[Saved entries]

---

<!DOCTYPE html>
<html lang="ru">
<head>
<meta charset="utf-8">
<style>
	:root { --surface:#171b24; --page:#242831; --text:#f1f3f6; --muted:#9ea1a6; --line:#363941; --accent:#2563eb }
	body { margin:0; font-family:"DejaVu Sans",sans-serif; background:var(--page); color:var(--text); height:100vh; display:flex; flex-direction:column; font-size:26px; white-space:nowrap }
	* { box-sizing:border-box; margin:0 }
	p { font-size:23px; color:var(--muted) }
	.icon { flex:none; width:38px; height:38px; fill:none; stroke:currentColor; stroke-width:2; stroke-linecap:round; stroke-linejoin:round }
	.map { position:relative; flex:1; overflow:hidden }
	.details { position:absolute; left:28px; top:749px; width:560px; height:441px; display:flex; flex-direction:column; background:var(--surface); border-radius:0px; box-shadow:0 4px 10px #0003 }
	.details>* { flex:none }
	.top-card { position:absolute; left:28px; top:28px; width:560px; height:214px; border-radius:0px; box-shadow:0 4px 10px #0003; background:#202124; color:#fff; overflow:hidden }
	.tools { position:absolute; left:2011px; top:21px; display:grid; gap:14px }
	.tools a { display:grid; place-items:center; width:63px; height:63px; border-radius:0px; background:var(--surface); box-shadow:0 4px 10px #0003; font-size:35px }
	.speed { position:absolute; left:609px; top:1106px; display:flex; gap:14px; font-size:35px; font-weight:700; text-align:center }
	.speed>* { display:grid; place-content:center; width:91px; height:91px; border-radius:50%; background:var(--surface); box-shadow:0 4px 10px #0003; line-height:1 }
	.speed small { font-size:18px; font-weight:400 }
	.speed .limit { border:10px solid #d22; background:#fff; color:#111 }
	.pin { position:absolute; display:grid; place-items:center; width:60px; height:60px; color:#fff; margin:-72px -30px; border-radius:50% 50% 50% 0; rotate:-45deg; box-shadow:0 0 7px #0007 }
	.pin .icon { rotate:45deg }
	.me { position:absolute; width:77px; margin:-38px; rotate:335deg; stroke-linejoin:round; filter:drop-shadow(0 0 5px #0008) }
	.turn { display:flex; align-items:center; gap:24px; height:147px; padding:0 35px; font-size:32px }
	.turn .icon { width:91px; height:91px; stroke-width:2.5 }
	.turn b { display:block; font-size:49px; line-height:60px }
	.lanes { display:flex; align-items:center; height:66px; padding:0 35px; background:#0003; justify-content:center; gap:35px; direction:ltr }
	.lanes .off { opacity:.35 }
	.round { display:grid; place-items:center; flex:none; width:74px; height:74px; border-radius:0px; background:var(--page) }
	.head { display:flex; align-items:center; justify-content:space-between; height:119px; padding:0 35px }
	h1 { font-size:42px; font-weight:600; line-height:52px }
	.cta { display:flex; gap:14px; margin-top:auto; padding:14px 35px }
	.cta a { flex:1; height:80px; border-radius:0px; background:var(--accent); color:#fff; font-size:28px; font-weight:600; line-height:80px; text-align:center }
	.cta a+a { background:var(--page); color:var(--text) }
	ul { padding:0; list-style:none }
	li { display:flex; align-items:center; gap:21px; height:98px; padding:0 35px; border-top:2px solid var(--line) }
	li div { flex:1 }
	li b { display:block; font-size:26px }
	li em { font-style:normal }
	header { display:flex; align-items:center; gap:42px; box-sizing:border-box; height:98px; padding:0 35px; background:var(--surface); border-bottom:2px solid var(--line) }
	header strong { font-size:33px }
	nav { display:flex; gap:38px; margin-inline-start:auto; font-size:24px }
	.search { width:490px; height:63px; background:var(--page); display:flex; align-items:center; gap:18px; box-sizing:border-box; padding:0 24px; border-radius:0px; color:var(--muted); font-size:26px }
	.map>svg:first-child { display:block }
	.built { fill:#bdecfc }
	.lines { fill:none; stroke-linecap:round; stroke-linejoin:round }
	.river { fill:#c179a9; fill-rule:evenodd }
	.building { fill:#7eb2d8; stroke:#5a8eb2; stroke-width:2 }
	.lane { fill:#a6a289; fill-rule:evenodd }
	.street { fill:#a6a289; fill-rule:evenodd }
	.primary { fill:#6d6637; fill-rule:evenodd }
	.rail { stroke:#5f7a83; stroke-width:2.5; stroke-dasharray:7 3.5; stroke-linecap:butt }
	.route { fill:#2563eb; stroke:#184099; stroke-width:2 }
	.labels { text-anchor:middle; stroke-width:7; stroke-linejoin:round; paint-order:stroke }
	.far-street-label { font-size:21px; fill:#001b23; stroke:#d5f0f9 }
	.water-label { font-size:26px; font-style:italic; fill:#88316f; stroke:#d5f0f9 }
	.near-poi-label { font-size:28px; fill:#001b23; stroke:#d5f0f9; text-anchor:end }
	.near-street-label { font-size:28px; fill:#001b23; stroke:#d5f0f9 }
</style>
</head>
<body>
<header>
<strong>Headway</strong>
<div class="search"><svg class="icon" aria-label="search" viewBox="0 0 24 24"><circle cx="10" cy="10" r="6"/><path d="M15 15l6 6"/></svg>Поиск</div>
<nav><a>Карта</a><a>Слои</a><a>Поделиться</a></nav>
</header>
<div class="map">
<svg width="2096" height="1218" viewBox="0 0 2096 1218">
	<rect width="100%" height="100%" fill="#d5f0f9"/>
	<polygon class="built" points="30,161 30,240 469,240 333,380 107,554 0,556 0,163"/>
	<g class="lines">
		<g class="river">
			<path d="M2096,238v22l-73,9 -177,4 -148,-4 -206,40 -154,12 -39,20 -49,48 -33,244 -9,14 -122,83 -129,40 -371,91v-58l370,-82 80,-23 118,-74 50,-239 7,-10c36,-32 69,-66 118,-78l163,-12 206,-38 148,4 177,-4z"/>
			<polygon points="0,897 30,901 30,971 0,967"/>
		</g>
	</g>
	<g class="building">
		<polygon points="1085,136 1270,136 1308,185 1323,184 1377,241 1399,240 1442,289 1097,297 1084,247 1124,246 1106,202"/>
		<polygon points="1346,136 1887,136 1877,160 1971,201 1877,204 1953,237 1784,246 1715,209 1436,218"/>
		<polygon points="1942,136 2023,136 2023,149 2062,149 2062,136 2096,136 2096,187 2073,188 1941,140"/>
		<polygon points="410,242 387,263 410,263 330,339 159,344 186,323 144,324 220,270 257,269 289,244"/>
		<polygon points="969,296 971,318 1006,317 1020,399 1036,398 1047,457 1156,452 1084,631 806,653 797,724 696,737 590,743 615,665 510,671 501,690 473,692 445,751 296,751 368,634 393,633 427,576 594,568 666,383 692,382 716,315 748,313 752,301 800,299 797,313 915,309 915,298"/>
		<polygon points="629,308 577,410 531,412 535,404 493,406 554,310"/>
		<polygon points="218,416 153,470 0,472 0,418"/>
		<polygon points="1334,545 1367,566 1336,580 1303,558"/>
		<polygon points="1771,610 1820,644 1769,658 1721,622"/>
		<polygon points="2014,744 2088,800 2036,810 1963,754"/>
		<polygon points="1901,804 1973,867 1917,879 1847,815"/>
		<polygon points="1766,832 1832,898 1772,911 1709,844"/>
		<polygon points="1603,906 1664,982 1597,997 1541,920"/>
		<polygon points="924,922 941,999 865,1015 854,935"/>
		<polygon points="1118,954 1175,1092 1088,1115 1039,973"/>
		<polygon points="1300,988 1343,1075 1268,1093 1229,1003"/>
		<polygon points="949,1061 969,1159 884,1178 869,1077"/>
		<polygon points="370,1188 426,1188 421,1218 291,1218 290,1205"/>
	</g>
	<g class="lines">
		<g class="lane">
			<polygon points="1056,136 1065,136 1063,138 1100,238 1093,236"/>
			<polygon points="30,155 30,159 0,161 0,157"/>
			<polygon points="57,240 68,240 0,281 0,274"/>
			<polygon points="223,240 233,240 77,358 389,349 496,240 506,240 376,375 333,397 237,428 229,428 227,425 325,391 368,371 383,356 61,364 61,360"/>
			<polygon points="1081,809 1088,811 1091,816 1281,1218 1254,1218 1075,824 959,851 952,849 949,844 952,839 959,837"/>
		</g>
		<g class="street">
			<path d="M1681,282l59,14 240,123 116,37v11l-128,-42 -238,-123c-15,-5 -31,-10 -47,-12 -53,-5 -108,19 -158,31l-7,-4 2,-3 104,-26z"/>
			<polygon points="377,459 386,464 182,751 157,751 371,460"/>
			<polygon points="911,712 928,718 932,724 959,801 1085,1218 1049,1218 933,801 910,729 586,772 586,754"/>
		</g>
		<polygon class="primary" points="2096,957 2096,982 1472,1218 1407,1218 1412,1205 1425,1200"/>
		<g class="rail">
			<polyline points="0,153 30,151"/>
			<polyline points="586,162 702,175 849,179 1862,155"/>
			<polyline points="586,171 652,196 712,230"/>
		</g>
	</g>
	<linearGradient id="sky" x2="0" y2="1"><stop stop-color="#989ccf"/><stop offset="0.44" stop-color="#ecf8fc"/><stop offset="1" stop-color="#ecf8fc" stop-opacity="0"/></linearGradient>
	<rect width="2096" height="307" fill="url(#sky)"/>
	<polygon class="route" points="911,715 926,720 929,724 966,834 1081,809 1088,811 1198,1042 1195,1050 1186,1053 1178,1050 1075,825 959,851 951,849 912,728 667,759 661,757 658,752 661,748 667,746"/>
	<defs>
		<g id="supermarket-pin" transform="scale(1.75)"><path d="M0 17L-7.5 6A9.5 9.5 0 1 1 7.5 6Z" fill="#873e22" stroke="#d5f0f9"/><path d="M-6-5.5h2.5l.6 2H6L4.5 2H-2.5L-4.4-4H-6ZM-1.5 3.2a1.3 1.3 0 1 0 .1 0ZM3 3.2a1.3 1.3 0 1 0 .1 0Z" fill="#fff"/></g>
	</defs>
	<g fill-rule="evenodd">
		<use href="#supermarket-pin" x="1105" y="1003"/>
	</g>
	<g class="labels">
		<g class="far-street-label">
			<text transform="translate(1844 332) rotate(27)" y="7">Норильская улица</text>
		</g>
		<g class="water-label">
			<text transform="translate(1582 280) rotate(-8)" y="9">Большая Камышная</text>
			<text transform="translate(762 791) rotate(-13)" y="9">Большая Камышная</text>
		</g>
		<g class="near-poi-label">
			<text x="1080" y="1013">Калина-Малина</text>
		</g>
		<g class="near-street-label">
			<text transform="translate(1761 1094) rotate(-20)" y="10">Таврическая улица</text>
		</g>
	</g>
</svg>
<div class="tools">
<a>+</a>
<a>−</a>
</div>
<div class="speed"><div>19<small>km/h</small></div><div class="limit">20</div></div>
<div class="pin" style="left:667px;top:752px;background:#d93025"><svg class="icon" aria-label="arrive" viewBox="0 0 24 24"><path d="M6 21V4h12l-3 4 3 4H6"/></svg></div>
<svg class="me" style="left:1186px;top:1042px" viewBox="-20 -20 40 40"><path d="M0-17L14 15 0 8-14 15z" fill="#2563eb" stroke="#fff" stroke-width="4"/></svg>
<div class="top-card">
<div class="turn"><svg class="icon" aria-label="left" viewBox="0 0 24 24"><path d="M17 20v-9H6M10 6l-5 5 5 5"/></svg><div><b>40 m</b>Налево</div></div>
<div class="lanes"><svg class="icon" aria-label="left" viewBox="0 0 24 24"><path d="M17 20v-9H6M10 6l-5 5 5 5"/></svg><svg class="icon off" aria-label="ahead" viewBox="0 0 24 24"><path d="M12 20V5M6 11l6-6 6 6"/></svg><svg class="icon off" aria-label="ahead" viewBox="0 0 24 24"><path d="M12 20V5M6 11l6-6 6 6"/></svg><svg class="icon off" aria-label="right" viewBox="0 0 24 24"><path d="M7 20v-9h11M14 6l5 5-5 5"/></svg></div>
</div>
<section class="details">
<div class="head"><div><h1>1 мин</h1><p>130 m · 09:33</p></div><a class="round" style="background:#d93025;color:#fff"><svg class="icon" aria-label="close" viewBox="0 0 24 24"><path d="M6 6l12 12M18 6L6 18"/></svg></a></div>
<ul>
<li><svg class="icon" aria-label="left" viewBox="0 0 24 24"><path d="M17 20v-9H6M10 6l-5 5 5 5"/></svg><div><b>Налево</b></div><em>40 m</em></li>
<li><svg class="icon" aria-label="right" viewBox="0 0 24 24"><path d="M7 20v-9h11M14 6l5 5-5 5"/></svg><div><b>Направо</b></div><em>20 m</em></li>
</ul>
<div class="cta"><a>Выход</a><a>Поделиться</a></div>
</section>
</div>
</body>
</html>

---

* **THE PROBLEM**
From the records above, pick out and copy each line holding the word "tools".

* **ANSWER TO THIS TASK**
	.tools { position:absolute; left:2011px; top:21px; display:grid; gap:14px }
	.tools a { display:grid; place-items:center; width:63px; height:63px; border-radius:0px; background:var(--surface); box-shadow:0 4px 10px #0003; font-size:35px }
<div class="tools">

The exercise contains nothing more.